When a mailbox database is created in Exchange 2010, the RPCClientAccessServer attribute on that database is either a random CAS within the same site as the MBX on which the database was created or, preferably, an RPC Client Access Array created in the same site as the MBX on which the database was created.  The latter is a strong best practice and links client-based RPC client access with a namespace that should resolve to a load balancer to ensure high availability and resiliency for client access.  When a mailbox database is created in Exchange 2013, the RPCClientAccessServer attribute is stamped with a value representing a single MBX.  This value does not change when database copies activate across site boundaries.
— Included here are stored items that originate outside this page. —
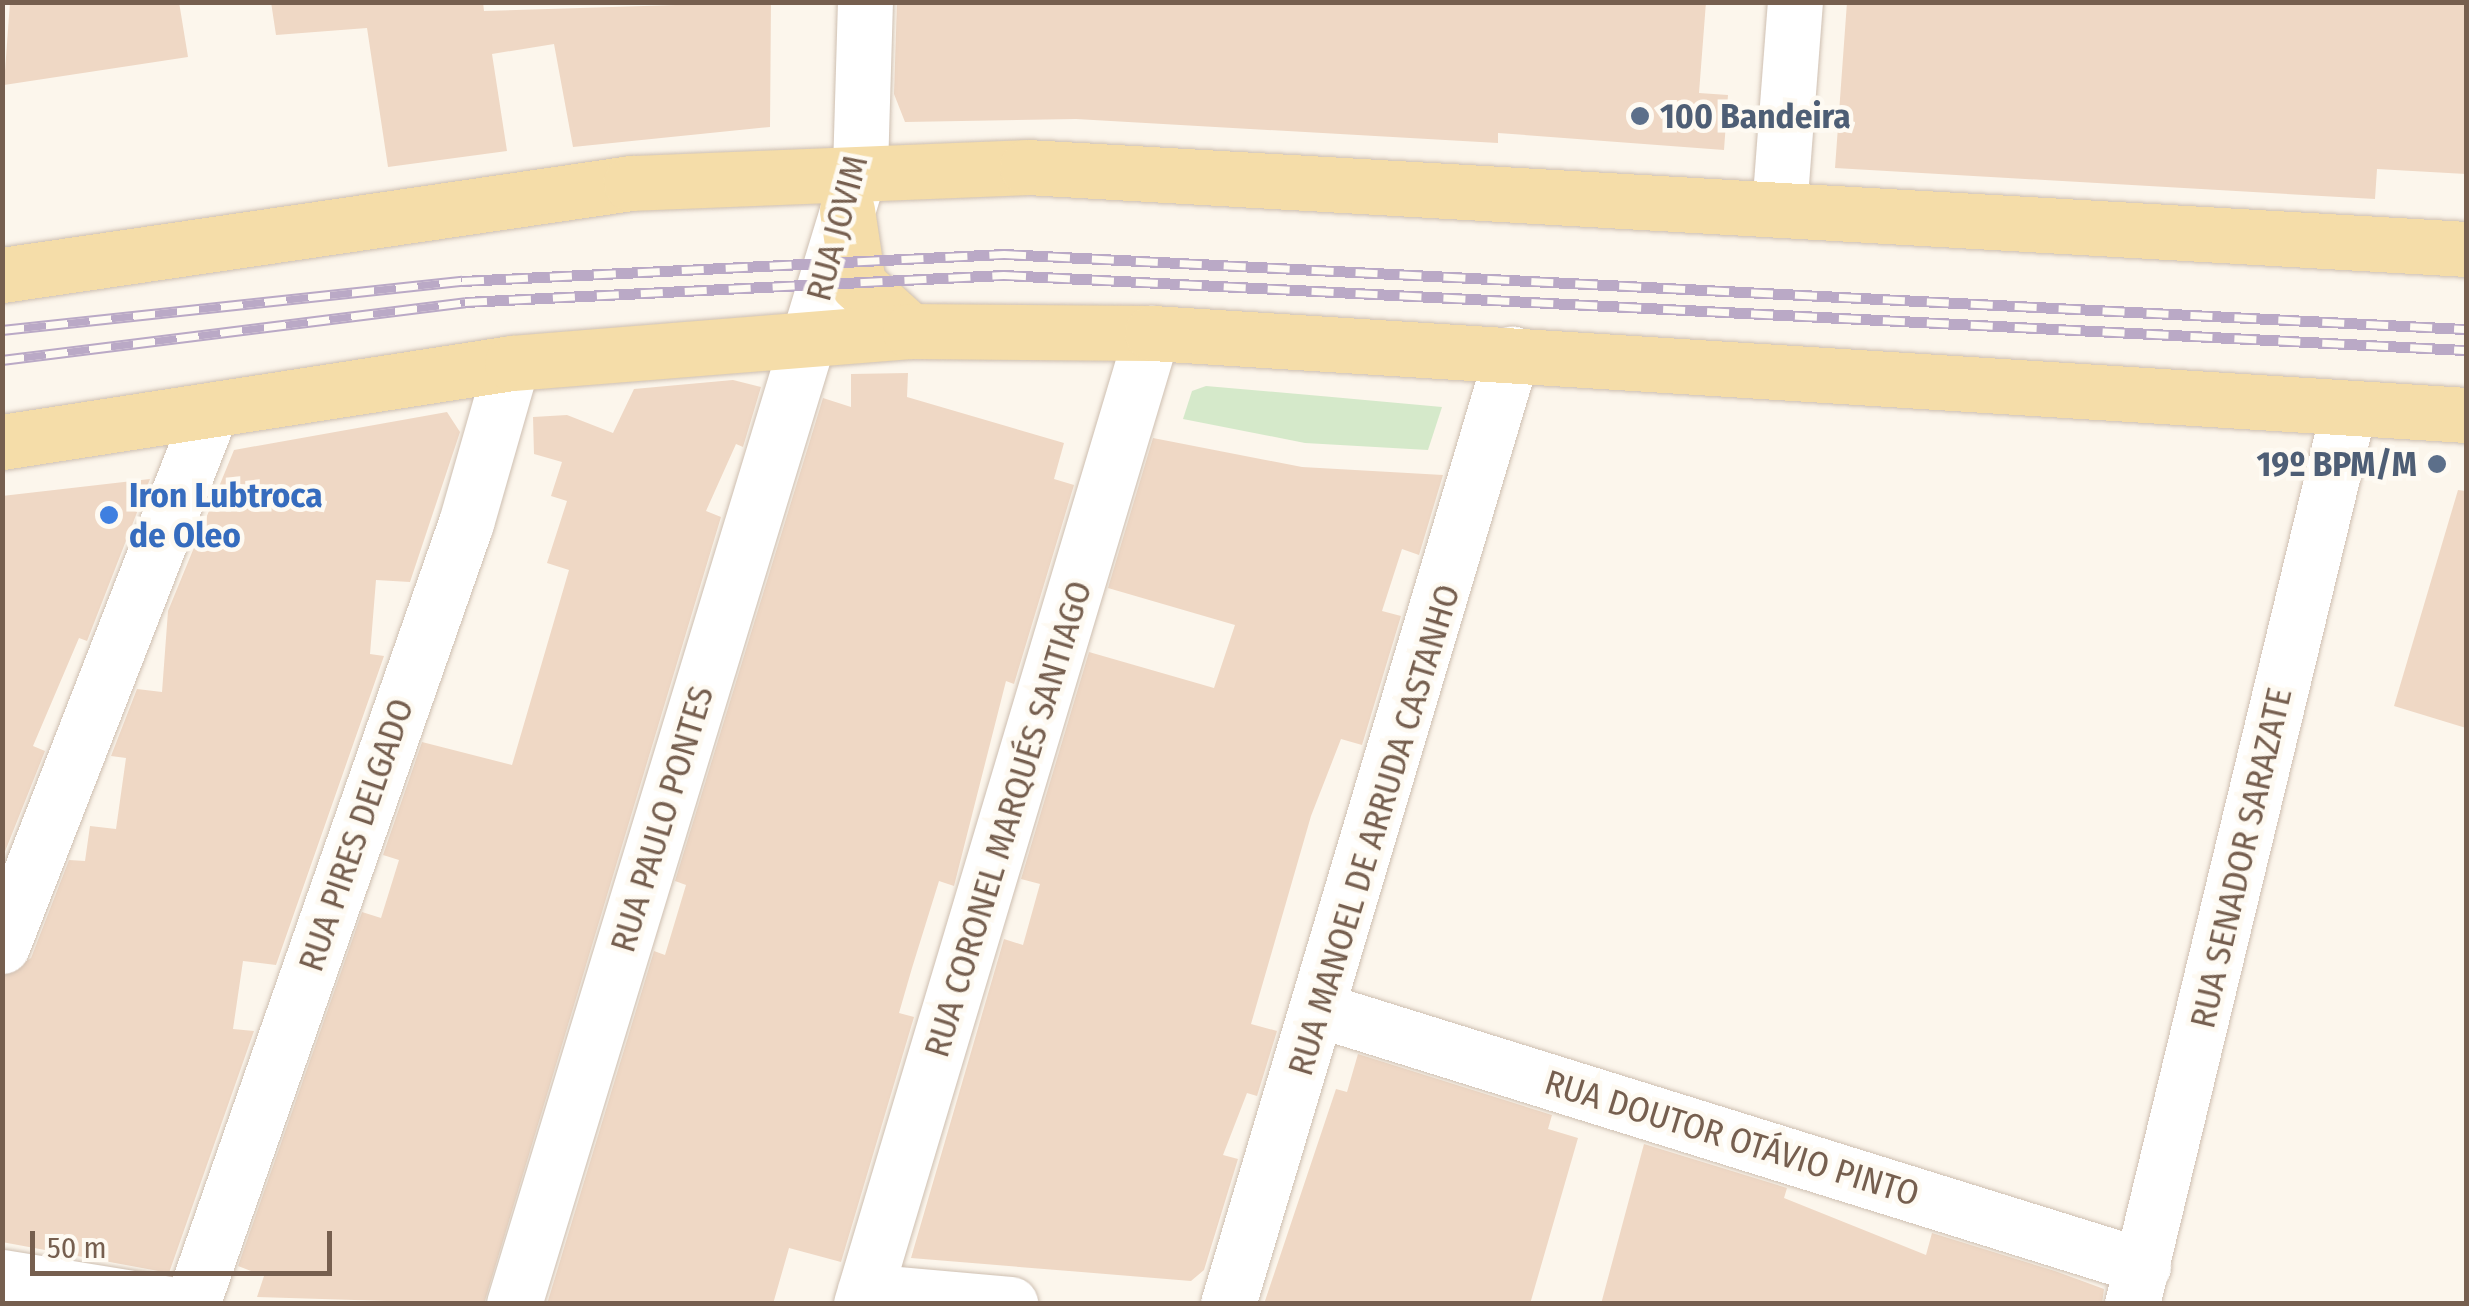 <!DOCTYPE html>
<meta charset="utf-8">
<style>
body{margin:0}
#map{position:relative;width:2469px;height:1306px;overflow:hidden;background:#fcf6ec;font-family:"Fira Sans Condensed",sans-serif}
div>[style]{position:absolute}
.green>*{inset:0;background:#d5e9ca}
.building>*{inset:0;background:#efd8c5}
.roads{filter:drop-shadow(0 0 2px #cebfb1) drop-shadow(0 0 2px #cebfb1)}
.minor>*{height:55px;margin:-27.5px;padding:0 27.5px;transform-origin:27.5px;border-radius:27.5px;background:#fff}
.major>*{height:55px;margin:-27.5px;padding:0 27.5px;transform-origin:27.5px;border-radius:27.5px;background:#f5dda9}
.rail>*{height:11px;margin-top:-5.5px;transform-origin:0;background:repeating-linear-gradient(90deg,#fefaf2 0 22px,#baa9c6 0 44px);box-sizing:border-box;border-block:2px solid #baa9c6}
.dots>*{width:28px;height:28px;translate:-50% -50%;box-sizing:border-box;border:5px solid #fefaf2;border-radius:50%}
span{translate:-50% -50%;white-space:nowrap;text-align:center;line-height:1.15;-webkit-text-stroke:9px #fefaf2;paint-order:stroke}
.service-label{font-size:35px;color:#4e5e75;font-weight:700}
.left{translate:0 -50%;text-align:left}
.right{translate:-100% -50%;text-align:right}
.street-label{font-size:35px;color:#765f4f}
.shop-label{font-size:35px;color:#366cbe;font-weight:700}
.frame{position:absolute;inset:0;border:5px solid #765f4f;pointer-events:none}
.scale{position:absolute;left:30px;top:1231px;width:302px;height:45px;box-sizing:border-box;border:5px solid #765f4f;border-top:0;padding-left:12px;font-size:30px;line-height:35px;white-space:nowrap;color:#765f4f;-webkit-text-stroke:8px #fefaf2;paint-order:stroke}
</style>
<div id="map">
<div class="green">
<i style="clip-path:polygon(1206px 386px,1332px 397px,1442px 407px,1428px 450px,1305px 443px,1183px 419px,1192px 391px)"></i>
</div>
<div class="building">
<i style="clip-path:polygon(10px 2px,179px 2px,188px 57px,4px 85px)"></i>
<i style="clip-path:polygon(271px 2px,483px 2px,484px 11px,771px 2px,770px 127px,573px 147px,554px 44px,492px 54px,507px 151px,388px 167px,367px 28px,276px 35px)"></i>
<i style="clip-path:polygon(897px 2px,1706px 2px,1699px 93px,1728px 95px,1724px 150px,1498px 133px,1498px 143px,1076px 119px,905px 122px,894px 94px)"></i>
<i style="clip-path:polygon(1847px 2px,2466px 2px,2466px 174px,2377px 169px,2375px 199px,1835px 168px)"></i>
<i style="clip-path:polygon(908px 373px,907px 397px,1064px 443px,1054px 479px,1074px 485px,1014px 684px,1006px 681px,954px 886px,939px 881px,912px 968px,899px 1013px,914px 1017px,841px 1262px,789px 1248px,773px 1304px,547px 1304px,654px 951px,665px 955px,686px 885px,675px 881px,823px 398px,851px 407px,851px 374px)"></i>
<i style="clip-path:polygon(733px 380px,761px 387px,743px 447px,736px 444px,706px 511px,721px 517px,484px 1304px,257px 1297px,264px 1276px,238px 1266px,362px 912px,381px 918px,399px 860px,383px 855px,422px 742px,512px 765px,569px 570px,547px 563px,567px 501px,551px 496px,562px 462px,534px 454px,533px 417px,567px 415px,613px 433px,634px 389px)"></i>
<i style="clip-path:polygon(447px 412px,460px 432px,410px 582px,376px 580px,370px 654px,384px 656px,276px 965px,243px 961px,233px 1029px,254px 1031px,169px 1273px,2px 1242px,2px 977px,31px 958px,69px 860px,85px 861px,90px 826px,116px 829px,126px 758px,111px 756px,137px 689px,162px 692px,168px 611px,234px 450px)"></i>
<i style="clip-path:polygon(1153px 438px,1302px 467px,1443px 475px,1419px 555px,1402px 549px,1382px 611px,1401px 616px,1362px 745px,1341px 739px,1311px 816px,1251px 1024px,1277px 1031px,1257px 1096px,1247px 1093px,1223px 1155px,1238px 1159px,1204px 1270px,1191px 1281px,911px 1258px,1004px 939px,1023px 945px,1040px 884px,1021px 879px,1089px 652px,1214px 688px,1235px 625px,1108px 588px)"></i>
<i style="clip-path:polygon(150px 479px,87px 641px,79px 638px,33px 746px,45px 751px,2px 859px,2px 496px)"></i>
<i style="clip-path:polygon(2458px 490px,2466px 491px,2466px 728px,2394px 706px)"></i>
<i style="clip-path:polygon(1358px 1054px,1552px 1115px,1548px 1129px,1578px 1138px,1530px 1304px,1264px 1304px,1336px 1089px,1347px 1092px)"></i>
<i style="clip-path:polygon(1644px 1144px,1787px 1188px,1784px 1198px,1926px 1255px,1932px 1233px,2055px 1271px,2104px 1289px,2102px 1304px,1601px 1304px)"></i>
</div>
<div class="roads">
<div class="minor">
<i style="left:1779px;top:209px;width:208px;rotate:-85.6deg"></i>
<i style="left:2px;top:946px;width:575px;rotate:-68.7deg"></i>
<i style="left:1320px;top:1010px;width:862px;rotate:17.28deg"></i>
<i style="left:2px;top:1277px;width:168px;rotate:9.2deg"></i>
<i style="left:865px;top:1291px;width:146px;rotate:5.1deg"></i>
<i style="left:192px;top:1304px;width:828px;rotate:-70.67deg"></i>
<i style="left:466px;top:523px;width:166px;rotate:-74deg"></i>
<i style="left:514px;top:1304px;width:1187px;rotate:-73.05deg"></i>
<i style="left:860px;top:169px;width:167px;rotate:-88.3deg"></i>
<i style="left:861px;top:1304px;width:1014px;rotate:-73.32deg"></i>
<i style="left:1228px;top:1304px;width:992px;rotate:-73.36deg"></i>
<i style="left:2132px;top:1304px;width:919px;rotate:-76.4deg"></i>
</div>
<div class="major">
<i style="left:847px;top:210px;width:75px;rotate:81.5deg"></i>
<i style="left:858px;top:284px;width:70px;rotate:42.1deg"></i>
<i style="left:2px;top:275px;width:636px;rotate:-8.32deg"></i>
<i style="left:631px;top:183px;width:396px;rotate:-2.3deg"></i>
<i style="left:1027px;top:167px;width:1441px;rotate:3.26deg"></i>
<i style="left:2px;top:442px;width:516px;rotate:-8.81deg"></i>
<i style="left:512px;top:363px;width:399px;rotate:-4.6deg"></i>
<i style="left:910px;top:331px;width:242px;rotate:0.5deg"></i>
<i style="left:1152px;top:333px;width:1317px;rotate:3.57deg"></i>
</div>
</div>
<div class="rail">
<i style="left:2px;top:330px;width:463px;rotate:-6.1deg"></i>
<i style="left:462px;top:281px;width:543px;rotate:-2.85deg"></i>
<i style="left:1004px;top:254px;width:1464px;rotate:2.94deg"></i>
<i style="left:2px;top:360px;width:467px;rotate:-7.1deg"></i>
<i style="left:465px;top:302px;width:540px;rotate:-2.87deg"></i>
<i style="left:1004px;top:275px;width:1464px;rotate:2.94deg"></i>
</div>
<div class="dots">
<i style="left:1640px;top:116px;background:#5c6f8a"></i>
<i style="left:2437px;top:464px;background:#5c6f8a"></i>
<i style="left:109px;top:515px;background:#3f7fe0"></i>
</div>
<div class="service-label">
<span class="left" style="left:1660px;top:116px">100 Bandeira</span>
<span class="right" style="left:2417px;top:464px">19º BPM/M</span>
</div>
<div class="street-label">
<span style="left:837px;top:228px;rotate:-75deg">RUA JOVIM</span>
<span style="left:662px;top:819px;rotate:-73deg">RUA PAULO PONTES</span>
<span style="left:1008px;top:819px;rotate:-73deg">RUA CORONEL MARQUÉS SANTIAGO</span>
<span style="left:1374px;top:830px;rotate:-73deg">RUA MANOEL DE ARRUDA CASTANHO</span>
<span style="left:356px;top:835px;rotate:-71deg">RUA PIRES DELGADO</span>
<span style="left:2241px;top:858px;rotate:-77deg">RUA SENADOR SARAZATE</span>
<span style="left:1732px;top:1138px;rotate:17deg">RUA DOUTOR OTÁVIO PINTO</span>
</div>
<div class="shop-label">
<span class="left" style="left:129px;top:515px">Iron Lubtroca<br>de Oleo</span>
</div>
<div class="frame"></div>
<div class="scale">50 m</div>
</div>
With this background, consider a case where an environment has two sites, SiteA and SiteB, and Outlook Anywhere internal hostname values of sitea.internal.client.com and siteb.internal.client.com, respectively.  SiteA contains SITEAMBX01 and SiteB contains SITEBMBX01.  Given this topology, the expected behavior is that AutoDiscover will return an Outlook Anywhere internal hostname value of sitea.internal.client.com when a user’s mailbox database is activated on SITEAMBX01 and return siteb.internal.client.com when that database is activated on SITEBMBX01.  In Exchange 2013, when AllowCrossSiteRPCClientAccess is left at the default value of $false, this is the actual behavior.  However, if AllowCrossSiteRPCClientAccess is modified to be $true, this is not what occurs.  Instead, the RPCClientAccessServer attribute on the mailbox database containing the user’s mailbox is compared against the site in which the database is activated and, if the database is activated in another site, the “preferred” site for client access remains the site in which the RPCClientAccessServer value exists.  Thus, if AllowCrossSiteRPCClientAccess is $true, a mailbox database had an RPCClientAccessServer value of SITEBMBX01.internal.client.com, and the database was activated in SiteA, the preferred site for client access would be SiteB.  As a result AutoDiscover will return an Outlook Anywhere internal hostname of siteb.internal.client.com and connecting Outlook clients will connect to SiteB for CAS, only to have CAS in SiteB communicate across site boundaries to the MBX on which the database was activated in SiteA.

To ensure that client access occurs via the expected Outlook Anywhere internal hostname value in Exchange 2013, you should ensure that the AllowCrossSiteRPCClientAccess attribute is left at the default value of $false.  Microsoft’s documentation for Set-DatabaseAvailabilityGroup in Exchange 2013 here indicates that the attribute is now reserved for internal Microsoft use but does not indicate whether it is used or not.  This fact has been raised internally within Microsoft.

Many thanks to my colleague in Austria for helping track this down!!